(Dataset entries)
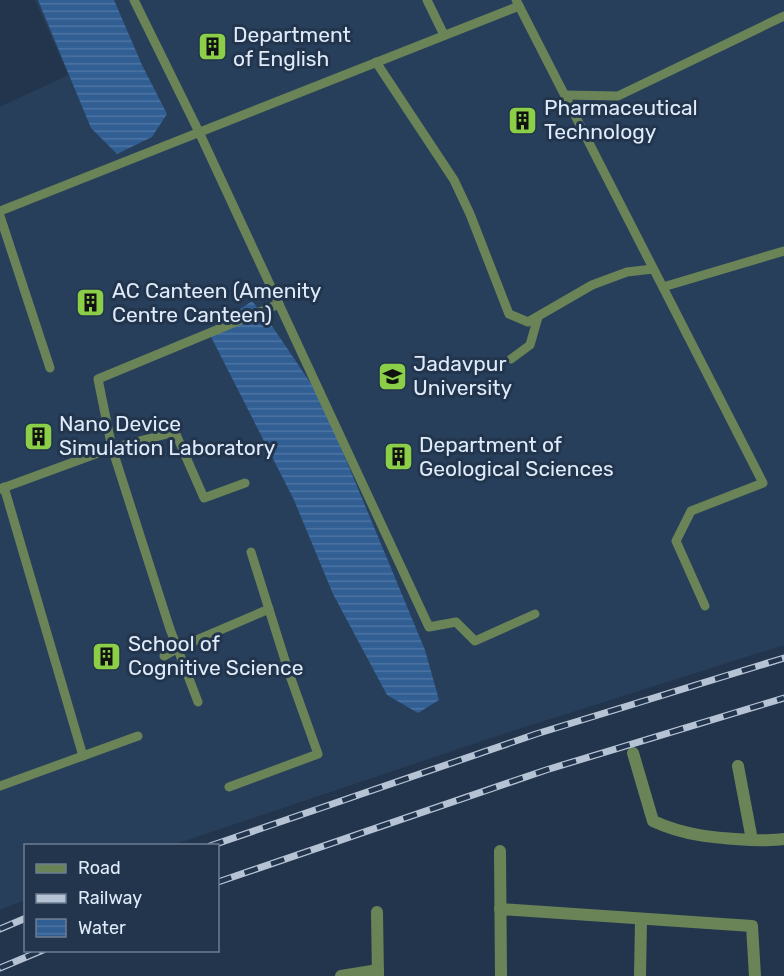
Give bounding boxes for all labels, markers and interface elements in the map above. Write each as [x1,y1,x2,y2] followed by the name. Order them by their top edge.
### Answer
[233,22,351,71] place label: Department of English
[196,31,228,63] building icon: Department of English
[544,95,698,144] place label: Pharmaceutical Technology
[507,104,539,136] building icon: Pharmaceutical Technology
[112,278,322,327] place label: AC Canteen (Amenity Centre Canteen)
[75,287,107,319] building icon: AC Canteen (Amenity Centre Canteen)
[413,351,513,400] place label: Jadavpur University
[376,360,408,392] school or university icon: Jadavpur University
[59,411,276,460] place label: Nano Device Simulation Laboratory
[22,420,54,452] building icon: Nano Device Simulation Laboratory
[419,432,614,481] place label: Department of Geological Sciences
[382,441,414,473] building icon: Department of Geological Sciences
[128,631,303,680] place label: School of Cognitive Science
[91,640,123,672] building icon: School of Cognitive Science
[24,844,219,952] legend
[78,857,121,879] text: Road
[78,887,142,909] text: Railway
[78,917,126,939] text: Water

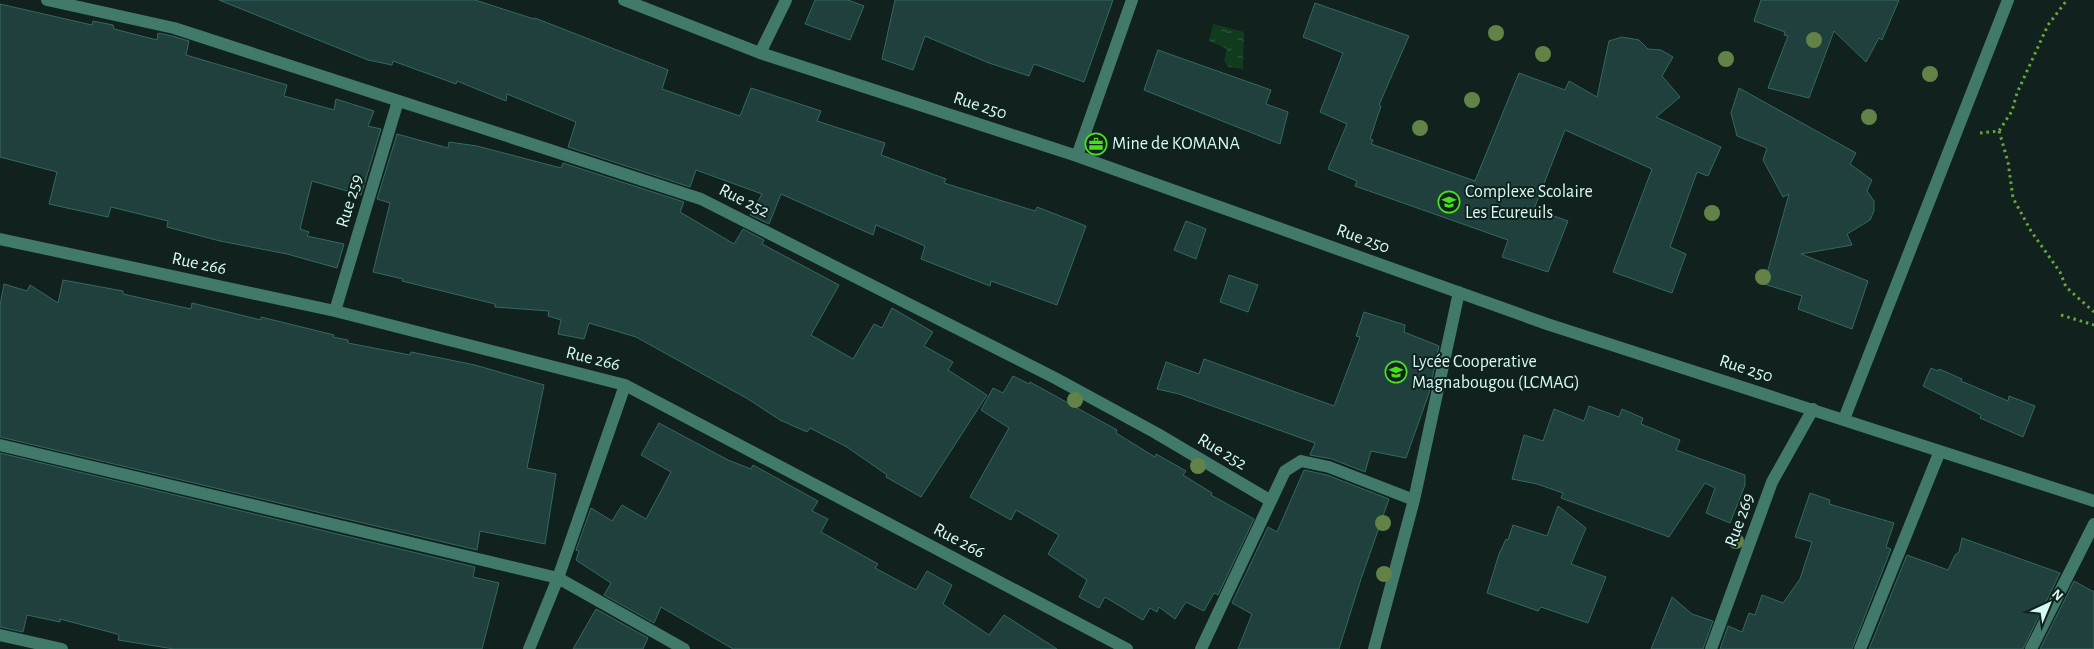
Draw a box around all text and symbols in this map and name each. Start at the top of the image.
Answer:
street label: Rue 250 [951,89,1009,123]
office icon: Mine de KOMANA [1084,132,1108,156]
place label: Mine de KOMANA [1112,135,1240,153]
street label: Rue 259 [333,172,367,230]
street label: Rue 252 [716,181,772,221]
place label: Complexe Scolaire Les Ecureuils [1465,183,1593,222]
school or university icon: Complexe Scolaire Les Ecureuils [1437,190,1461,214]
street label: Rue 250 [1334,221,1392,257]
street label: Rue 266 [170,249,228,279]
street label: Rue 266 [564,344,622,374]
street label: Rue 250 [1717,352,1775,386]
place label: Lycée Cooperative Magnabougou (LCMAG) [1412,353,1580,392]
school or university icon: Lycée Cooperative Magnabougou (LCMAG) [1384,360,1408,384]
street label: Rue 252 [1194,430,1250,474]
street label: Rue 269 [1722,491,1758,549]
street label: Rue 266 [930,520,988,562]
north arrow [2024,579,2074,629]
text: N [2049,587,2066,604]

WHAT YOU HAVE TO DO -
Report every line of the records that contains the word "name".

PROBLEM SOLUTION -
Give bounding boxes for all labels, markers and interface elements in the map above. Write each as [x1,y1,x2,y2] followed by the name. Order them by their top edge.
Draw a box around all text and symbols in this map and name each. Start at the top of the image.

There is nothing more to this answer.